Vertex AI

MessagesClaude on cloud platforms

Claude on Vertex AI

Anthropic's Claude models are available through Vertex AI.

The Vertex API for accessing Claude is nearly-identical to the Messages API and supports all of the same options, with two key differences:

In Vertex, model is not passed in the request body. Instead, it is specified in the Google Cloud endpoint URL.
In Vertex, anthropic_version is passed in the request body (rather than as a header), and must be set to the value vertex-2023-10-16.

Vertex is also supported by Anthropic's official client SDKs. This guide walks you through making a request to Claude on Vertex AI using one of Anthropic's client SDKs.

Note that this guide assumes you already have a GCP project that is able to use Vertex AI. See Anthropic Claude models on Vertex AI for more information on the setup required and a full walkthrough.

Install an SDK for accessing Vertex AI

First, install Anthropic's client SDK for your language of choice.

Accessing Vertex AI

Model availability

Note that Anthropic model availability varies by region.

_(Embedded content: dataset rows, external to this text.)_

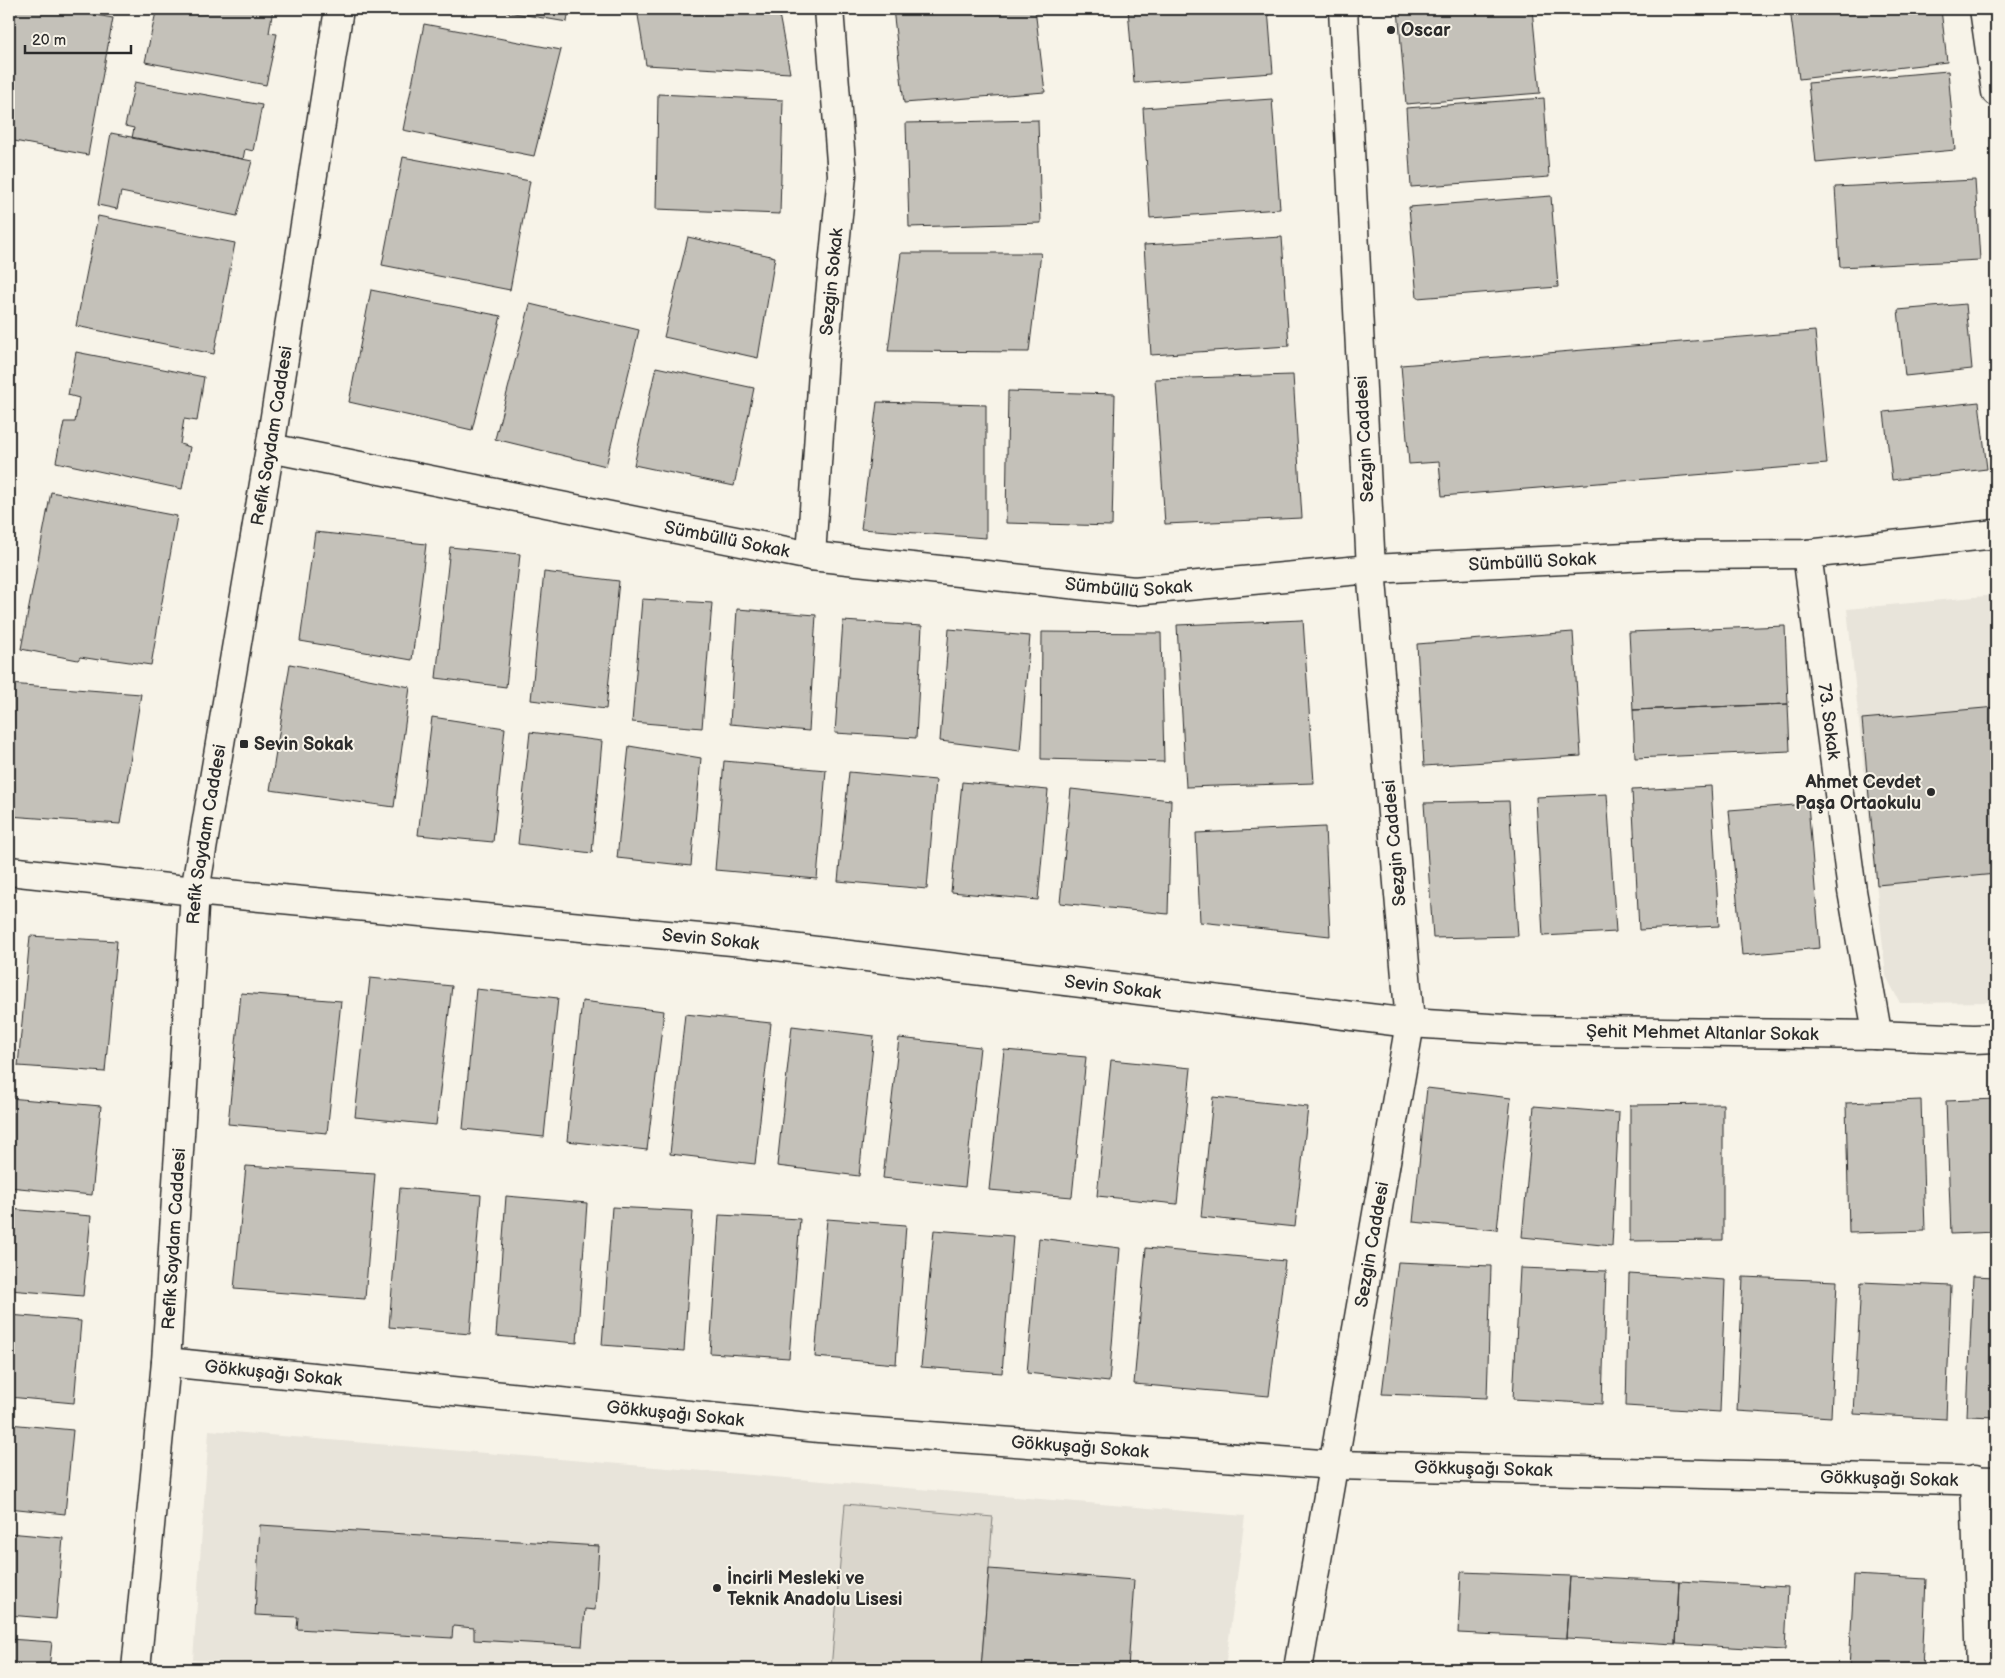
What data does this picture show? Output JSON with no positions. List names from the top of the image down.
{
  "streets": {
    "street": [
      "Sezgin Sokak",
      "Refik Saydam Caddesi",
      "Sezgin Caddesi",
      "Sümbüllü Sokak",
      "73. Sokak",
      "Sevin Sokak",
      "Şehit Mehmet Altanlar Sokak",
      "Gökkuşağı Sokak"
    ]
  },
  "crossings": [
    ["Sezgin Sokak", "Sümbüllü Sokak"],
    ["Refik Saydam Caddesi", "Sümbüllü Sokak"],
    ["Refik Saydam Caddesi", "Sevin Sokak"],
    ["Refik Saydam Caddesi", "Gökkuşağı Sokak"],
    ["Sezgin Caddesi", "Sümbüllü Sokak"],
    ["Sezgin Caddesi", "Sevin Sokak"],
    ["Sezgin Caddesi", "Şehit Mehmet Altanlar Sokak"],
    ["Sezgin Caddesi", "Gökkuşağı Sokak"],
    ["Sümbüllü Sokak", "73. Sokak"],
    ["73. Sokak", "Şehit Mehmet Altanlar Sokak"],
    ["Sevin Sokak", "Şehit Mehmet Altanlar Sokak"]
  ],
  "places": {
    "other": ["Oscar", "Ahmet Cevdet Paşa Ortaokulu", "İncirli Mesleki ve Teknik Anadolu Lisesi"],
    "transit": ["Sevin Sokak"]
  },
  "scale_bar": "20 m"
}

Search for "Claude" in the Vertex AI Model Garden or go to Anthropic Claude models for the latest information.

API model IDs

Model	Vertex AI API model ID
Claude Opus 4.7	claude-opus-4-7
Claude Opus 4.6	claude-opus-4-6
Claude Sonnet 4.6	claude-sonnet-4-6
Claude Sonnet 4.5	claude-sonnet-4-5@20250929
Claude Sonnet 4 ⚠️	claude-sonnet-4@20250514
Claude Sonnet 3.7 ⚠️	claude-3-7-sonnet@20250219
Claude Opus 4.5	claude-opus-4-5@20251101
Claude Opus 4.1	claude-opus-4-1@20250805
Claude Opus 4 ⚠️	claude-opus-4@20250514
Claude Haiku 4.5	claude-haiku-4-5@20251001
Claude Haiku 3.5 ⚠️	claude-3-5-haiku@20241022

Making requests

Before running requests you may need to run gcloud auth application-default login to authenticate with GCP.

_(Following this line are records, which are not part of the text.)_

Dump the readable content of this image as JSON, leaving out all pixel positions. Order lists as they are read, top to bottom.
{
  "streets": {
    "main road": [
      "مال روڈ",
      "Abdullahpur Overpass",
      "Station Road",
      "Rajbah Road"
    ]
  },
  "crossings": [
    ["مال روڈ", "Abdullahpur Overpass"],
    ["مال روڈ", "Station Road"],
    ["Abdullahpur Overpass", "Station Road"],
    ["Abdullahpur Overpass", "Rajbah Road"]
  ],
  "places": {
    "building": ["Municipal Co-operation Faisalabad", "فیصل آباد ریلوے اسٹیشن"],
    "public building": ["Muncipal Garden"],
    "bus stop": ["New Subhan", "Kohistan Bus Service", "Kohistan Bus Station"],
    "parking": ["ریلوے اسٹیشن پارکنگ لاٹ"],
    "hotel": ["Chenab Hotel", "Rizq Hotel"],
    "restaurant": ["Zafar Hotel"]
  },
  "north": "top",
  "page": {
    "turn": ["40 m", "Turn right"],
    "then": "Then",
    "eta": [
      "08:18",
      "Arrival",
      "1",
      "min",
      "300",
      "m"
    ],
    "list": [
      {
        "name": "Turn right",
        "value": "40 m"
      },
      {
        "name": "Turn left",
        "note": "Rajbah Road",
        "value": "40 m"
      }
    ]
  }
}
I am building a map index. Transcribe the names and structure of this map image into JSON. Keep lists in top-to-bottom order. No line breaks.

The following examples show how to generate text from Claude on Vertex AI:

from anthropic import AnthropicVertex

project_id = "MY_PROJECT_ID"
region = "global"

client = AnthropicVertex(project_id=project_id, region=region)

message = client.messages.create(
    model="claude-opus-4-7",
    max_tokens=100,
    messages=[
        {
            "role": "user",
            "content": "Hey Claude!",
        }
    ],
)
print(message)

See the client SDKs and the official Vertex AI docs for more details.

Claude is also available through Amazon Bedrock, Claude Platform on AWS, and Microsoft Foundry.

Activity logging

Vertex provides a request-response logging service that allows customers to log the prompts and completions associated with your usage.

Anthropic recommends that you log your activity on at least a 30-day rolling basis in order to understand your activity and investigate any potential misuse.

Turning on this service does not give Google or Anthropic any access to your content.

Feature support

For all currently supported features on Vertex AI, see API features overview.

Context window

Claude Opus 4.7, Claude Opus 4.6, and Claude Sonnet 4.6 have a 1M-token context window on Vertex AI. Other Claude models, including Sonnet 4.5 and Sonnet 4 (deprecated), have a 200k-token context window.

Vertex AI limits request payloads to 30 MB. When sending large documents or many images, you may reach this limit before the token limit.

Global, multi-region, and regional endpoints

Vertex AI offers three endpoint types:

Global endpoints: Dynamic routing for maximum availability
Multi-region endpoints: Dynamic routing within a geographic area (for example, the United States or the European Union) for data residency with high availability
Regional endpoints: Guaranteed data routing through specific geographic regions

Regional and multi-region endpoints include a 10% pricing premium over global endpoints.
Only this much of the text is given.